- Artist: Chris Burden
- Year: 1974
- Medium: Performance, documentary photographs

= Trans-Fixed =

1974 performance

Trans-Fixed was a 1974 performance by Chris Burden in which he was crucified onto a Volkswagen Beetle.

== Description ==

On April 23, 1974, performance artist Chris Burden was crucified shirtless onto the back of a pale blue Volkswagen Beetle. Burden stood on the car's rear bumper and leaned backwards. His attorney hammered two nails through his open palms into the roof. Three other assistants ran the engine and opened the garage door, which opened into an alley called Speedway in Venice, California. The assistants rolled the car out of the garage, where it ran while stationary for two minutes with the engine at full throttle. Fifteen of his friends were there, having been invited but not briefed on what to expect.

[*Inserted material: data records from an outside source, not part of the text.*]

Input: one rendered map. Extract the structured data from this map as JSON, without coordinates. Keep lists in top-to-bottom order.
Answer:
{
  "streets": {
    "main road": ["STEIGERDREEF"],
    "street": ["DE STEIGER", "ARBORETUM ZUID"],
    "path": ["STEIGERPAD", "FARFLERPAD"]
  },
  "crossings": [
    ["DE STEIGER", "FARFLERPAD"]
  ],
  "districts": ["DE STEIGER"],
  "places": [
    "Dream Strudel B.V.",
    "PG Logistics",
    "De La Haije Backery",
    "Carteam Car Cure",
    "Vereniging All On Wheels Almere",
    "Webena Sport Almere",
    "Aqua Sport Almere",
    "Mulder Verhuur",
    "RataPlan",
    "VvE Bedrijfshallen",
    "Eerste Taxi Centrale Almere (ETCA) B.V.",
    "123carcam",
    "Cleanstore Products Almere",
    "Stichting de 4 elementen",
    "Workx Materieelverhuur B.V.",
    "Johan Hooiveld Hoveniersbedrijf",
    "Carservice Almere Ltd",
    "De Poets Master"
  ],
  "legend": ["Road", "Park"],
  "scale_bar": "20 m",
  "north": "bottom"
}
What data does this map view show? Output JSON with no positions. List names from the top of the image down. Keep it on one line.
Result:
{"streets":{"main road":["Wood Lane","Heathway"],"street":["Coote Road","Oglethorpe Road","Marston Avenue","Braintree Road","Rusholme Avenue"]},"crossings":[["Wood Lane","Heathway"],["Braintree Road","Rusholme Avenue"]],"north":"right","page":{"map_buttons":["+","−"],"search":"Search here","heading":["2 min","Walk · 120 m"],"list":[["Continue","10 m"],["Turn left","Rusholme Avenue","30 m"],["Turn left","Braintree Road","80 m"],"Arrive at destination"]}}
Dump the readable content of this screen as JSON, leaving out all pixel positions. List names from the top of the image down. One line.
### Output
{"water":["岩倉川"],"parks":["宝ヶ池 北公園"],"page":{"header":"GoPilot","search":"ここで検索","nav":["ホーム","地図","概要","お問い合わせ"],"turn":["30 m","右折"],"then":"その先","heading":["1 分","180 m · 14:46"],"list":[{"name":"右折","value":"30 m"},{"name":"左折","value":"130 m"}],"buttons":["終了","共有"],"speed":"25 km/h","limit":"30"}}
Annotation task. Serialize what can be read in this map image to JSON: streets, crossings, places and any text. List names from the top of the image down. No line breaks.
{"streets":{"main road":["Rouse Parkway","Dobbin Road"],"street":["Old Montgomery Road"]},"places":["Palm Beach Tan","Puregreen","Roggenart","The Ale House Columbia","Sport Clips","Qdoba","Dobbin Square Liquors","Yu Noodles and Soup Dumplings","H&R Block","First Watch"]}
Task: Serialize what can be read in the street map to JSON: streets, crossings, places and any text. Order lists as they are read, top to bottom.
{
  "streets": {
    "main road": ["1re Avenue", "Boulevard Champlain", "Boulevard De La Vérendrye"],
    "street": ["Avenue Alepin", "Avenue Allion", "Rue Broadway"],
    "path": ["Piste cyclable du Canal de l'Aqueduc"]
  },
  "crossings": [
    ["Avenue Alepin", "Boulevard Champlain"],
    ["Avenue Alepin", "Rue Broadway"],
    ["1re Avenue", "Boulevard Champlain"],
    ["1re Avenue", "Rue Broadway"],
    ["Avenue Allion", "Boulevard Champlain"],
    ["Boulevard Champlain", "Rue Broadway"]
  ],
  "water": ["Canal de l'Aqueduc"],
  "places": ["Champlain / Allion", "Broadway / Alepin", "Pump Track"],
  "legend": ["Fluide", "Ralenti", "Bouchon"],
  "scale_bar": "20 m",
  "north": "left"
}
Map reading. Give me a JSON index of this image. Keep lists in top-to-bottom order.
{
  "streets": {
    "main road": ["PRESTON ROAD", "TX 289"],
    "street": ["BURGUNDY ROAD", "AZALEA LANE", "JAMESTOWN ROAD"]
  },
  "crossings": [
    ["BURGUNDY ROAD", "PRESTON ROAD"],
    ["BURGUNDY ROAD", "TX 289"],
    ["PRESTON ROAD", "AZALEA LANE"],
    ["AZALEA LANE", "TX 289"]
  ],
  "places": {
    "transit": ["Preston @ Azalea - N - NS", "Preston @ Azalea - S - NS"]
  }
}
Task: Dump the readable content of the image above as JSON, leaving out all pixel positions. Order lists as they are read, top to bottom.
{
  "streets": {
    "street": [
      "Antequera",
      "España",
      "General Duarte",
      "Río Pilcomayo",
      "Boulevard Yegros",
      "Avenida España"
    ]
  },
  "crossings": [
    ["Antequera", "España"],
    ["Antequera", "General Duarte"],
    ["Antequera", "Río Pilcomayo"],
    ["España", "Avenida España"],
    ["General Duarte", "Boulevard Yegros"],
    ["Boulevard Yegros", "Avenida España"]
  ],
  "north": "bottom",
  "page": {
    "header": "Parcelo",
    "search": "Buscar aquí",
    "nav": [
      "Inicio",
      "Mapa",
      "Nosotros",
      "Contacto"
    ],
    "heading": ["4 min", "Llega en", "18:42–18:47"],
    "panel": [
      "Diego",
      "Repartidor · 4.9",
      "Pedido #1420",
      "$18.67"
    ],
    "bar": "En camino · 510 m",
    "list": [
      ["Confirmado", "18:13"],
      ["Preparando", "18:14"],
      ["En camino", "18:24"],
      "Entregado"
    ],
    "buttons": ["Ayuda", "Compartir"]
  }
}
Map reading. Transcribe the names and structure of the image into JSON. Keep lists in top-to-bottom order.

Burden later displayed relics from the performance, including a plaque alongside the two nails.

== Analysis and legacy ==

The performance was religiously charged in its reference to the crucifixion of Jesus. Burden himself was not Catholic. Interpretations of the piece include Burden atoning for outcry against his prior body art works, or giving commentary on the forgotten connection between the "people's car" built by Nazi Germany. Art historians did not know whether to classify it as shamanistic or male egotism.

The performance artist Marina Abramović sought to use the work in her Seven Easy Pieces but Burden denied her permission.

Dale Eisinger of Complex described Trans-Fixed as Burden's most captivating work in his 2013 list of the greatest performance art works. David Bowie's "Joe the Lion" alludes to Burden's performance.